* Exercise: Report every line in the records below that holds the word "Please".

(Saved entries)
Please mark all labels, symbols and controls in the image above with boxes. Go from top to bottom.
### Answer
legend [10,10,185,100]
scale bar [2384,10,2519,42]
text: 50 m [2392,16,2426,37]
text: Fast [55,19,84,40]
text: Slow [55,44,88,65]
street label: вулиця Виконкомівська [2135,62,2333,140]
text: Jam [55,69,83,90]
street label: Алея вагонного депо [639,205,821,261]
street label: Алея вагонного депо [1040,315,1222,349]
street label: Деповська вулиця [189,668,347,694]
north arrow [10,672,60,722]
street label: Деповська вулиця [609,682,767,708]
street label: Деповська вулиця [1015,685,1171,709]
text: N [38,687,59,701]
* * *
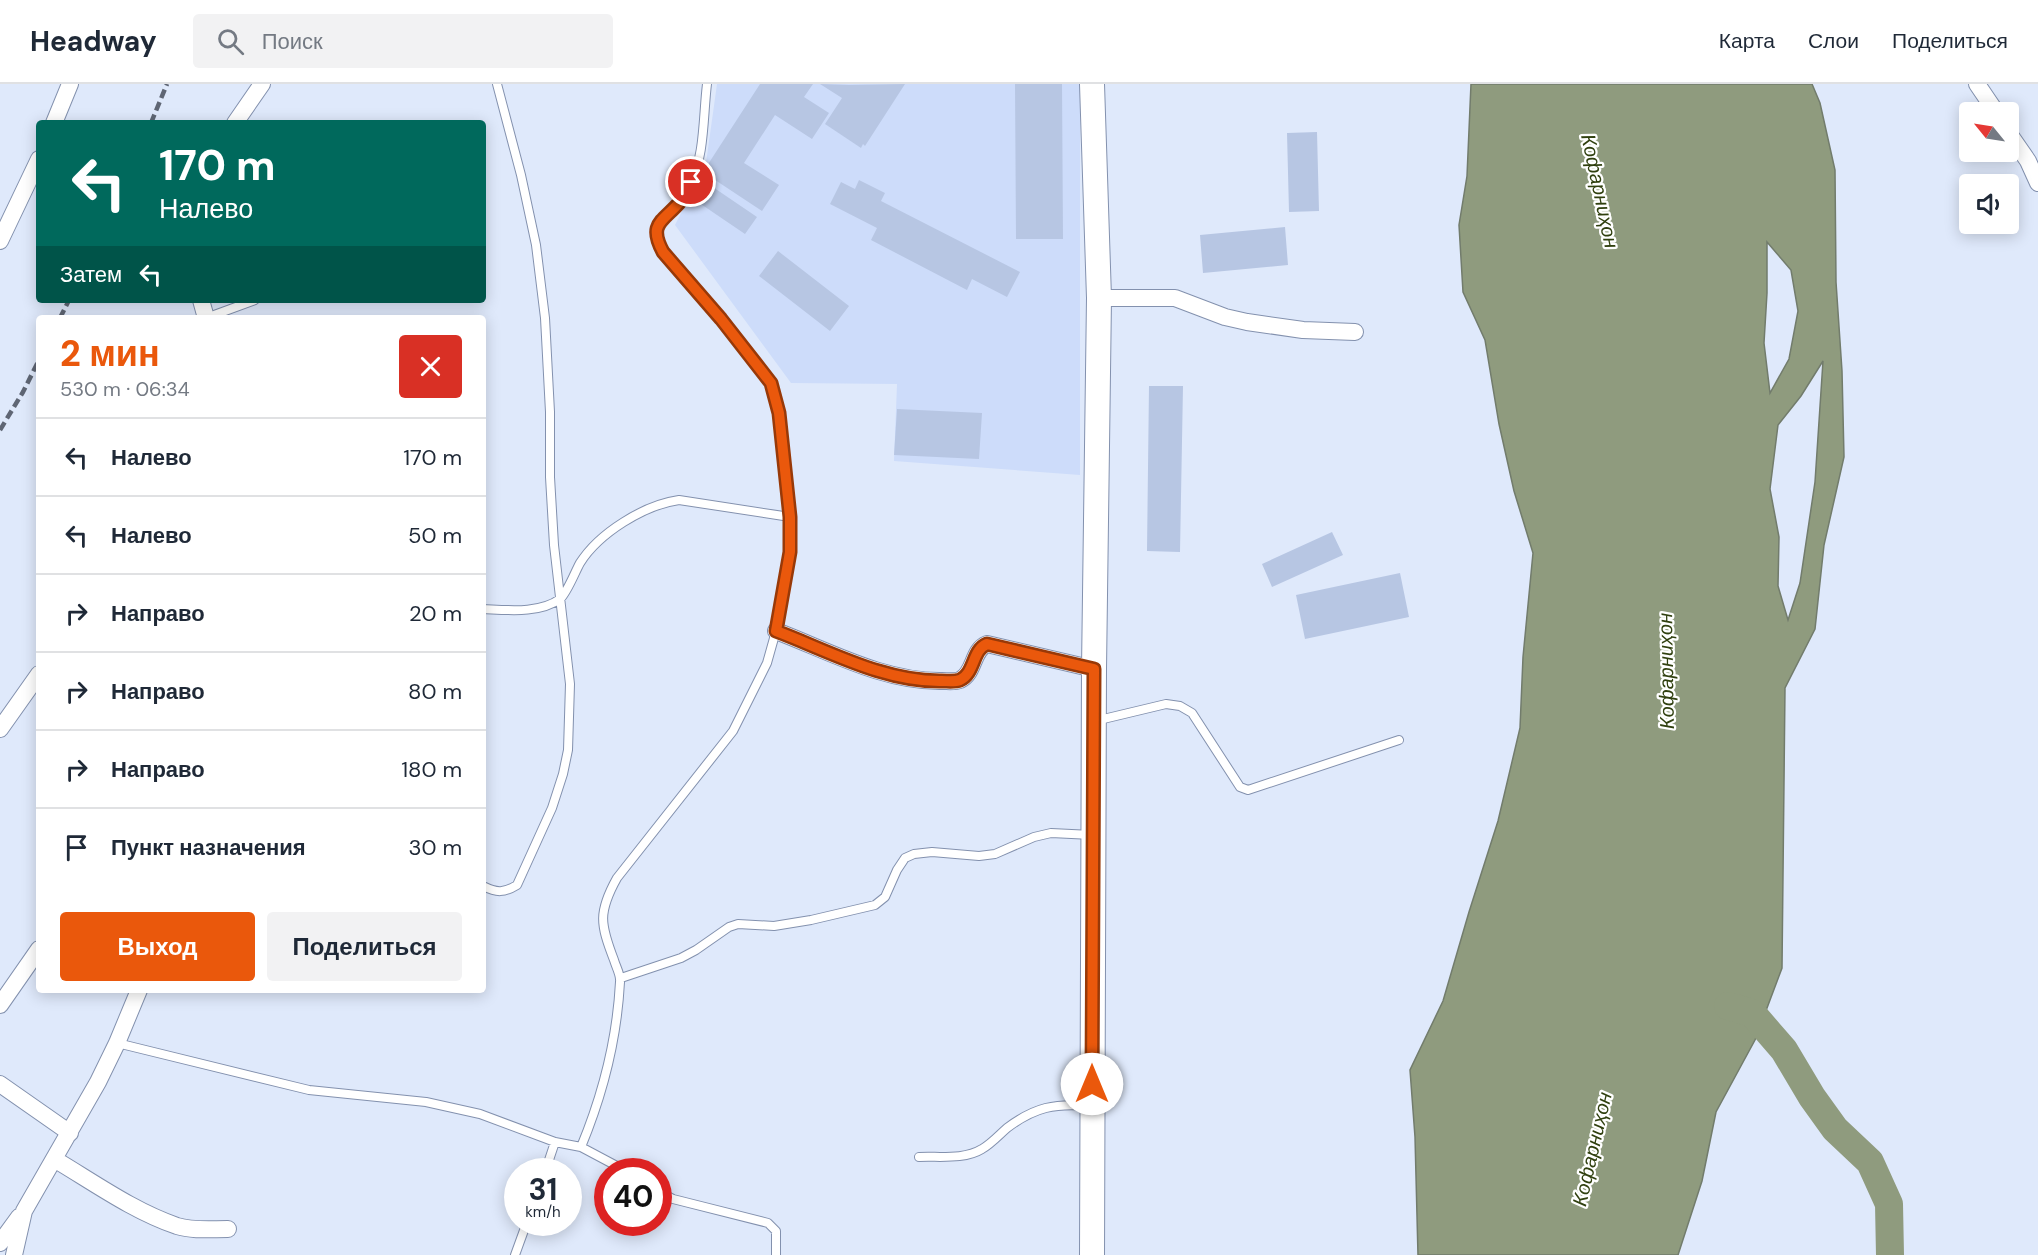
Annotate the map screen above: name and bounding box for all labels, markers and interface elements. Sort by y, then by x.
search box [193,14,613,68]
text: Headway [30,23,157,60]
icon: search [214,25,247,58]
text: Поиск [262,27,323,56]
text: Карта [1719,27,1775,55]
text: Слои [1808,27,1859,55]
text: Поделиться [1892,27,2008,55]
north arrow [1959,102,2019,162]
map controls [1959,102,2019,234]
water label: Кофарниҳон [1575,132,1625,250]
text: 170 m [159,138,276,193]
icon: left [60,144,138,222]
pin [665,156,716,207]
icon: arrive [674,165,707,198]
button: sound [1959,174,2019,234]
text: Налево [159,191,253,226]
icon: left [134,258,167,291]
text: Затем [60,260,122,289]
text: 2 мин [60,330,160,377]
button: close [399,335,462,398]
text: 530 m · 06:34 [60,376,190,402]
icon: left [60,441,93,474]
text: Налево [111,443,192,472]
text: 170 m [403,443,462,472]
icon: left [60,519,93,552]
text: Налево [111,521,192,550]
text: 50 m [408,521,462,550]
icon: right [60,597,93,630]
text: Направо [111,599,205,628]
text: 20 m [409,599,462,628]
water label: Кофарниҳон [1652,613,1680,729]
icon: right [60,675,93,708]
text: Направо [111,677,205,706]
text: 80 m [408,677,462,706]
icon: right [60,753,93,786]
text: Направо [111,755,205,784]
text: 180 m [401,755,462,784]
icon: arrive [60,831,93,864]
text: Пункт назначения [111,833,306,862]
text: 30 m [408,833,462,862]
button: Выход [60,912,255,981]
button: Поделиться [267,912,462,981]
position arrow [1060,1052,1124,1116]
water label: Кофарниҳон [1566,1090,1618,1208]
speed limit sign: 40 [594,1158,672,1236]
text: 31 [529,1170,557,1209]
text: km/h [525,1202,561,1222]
==
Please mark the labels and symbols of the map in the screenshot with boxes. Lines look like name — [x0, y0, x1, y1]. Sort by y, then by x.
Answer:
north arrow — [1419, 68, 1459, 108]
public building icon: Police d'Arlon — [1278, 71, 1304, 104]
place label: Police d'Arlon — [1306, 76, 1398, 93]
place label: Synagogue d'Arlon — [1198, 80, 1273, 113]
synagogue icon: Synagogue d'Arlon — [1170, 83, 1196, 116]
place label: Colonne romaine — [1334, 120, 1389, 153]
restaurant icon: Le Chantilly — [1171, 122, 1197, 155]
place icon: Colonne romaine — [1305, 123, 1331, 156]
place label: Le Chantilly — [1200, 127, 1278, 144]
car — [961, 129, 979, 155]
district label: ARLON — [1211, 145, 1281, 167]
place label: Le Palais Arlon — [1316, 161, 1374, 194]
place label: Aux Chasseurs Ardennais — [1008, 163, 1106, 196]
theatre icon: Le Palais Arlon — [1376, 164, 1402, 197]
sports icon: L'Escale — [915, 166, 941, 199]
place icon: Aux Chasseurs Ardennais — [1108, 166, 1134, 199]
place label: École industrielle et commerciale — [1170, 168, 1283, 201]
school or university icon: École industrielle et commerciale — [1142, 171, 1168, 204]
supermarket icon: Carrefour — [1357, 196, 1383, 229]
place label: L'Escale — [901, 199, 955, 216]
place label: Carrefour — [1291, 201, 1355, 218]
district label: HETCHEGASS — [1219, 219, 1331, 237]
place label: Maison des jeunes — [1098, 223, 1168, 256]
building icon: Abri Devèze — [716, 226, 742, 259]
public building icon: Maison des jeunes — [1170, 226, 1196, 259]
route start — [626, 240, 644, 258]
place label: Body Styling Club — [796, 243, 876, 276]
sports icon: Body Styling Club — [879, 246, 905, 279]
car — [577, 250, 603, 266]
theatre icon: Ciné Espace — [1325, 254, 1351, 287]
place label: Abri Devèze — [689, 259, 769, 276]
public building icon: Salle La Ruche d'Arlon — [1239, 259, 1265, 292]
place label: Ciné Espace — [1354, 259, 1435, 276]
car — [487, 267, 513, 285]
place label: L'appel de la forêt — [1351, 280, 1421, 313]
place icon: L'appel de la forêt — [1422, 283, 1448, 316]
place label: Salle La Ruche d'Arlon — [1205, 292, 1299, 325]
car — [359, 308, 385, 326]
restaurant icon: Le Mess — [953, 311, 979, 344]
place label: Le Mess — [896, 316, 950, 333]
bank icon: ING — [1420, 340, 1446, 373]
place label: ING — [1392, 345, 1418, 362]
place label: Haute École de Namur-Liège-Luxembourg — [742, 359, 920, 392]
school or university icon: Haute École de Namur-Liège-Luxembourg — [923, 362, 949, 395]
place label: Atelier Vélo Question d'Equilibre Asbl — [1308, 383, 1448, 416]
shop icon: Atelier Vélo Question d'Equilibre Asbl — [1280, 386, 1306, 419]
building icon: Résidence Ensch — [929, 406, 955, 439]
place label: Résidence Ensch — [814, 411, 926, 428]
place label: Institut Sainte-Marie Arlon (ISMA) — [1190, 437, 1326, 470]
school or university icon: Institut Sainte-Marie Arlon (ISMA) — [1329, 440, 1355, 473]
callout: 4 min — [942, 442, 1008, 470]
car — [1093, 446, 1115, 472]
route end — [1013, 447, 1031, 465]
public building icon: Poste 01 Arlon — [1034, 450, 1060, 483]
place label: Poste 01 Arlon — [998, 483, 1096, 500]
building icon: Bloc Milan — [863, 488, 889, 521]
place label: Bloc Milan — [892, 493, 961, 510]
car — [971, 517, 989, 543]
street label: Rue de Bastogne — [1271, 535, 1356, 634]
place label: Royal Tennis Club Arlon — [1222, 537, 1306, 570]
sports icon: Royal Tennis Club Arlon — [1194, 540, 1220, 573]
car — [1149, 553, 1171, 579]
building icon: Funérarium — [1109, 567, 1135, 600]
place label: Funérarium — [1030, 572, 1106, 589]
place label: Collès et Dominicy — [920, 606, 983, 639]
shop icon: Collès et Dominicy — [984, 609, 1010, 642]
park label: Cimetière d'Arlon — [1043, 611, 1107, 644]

* Task result:
Please mark all labels, symbols and controls in the image above with boxes. Go from top to bottom.
Please mark the labels and symbols of the map in the screenshot with boxes. Lines look like name — [x0, y0, x1, y1]. Sort by y, then by x.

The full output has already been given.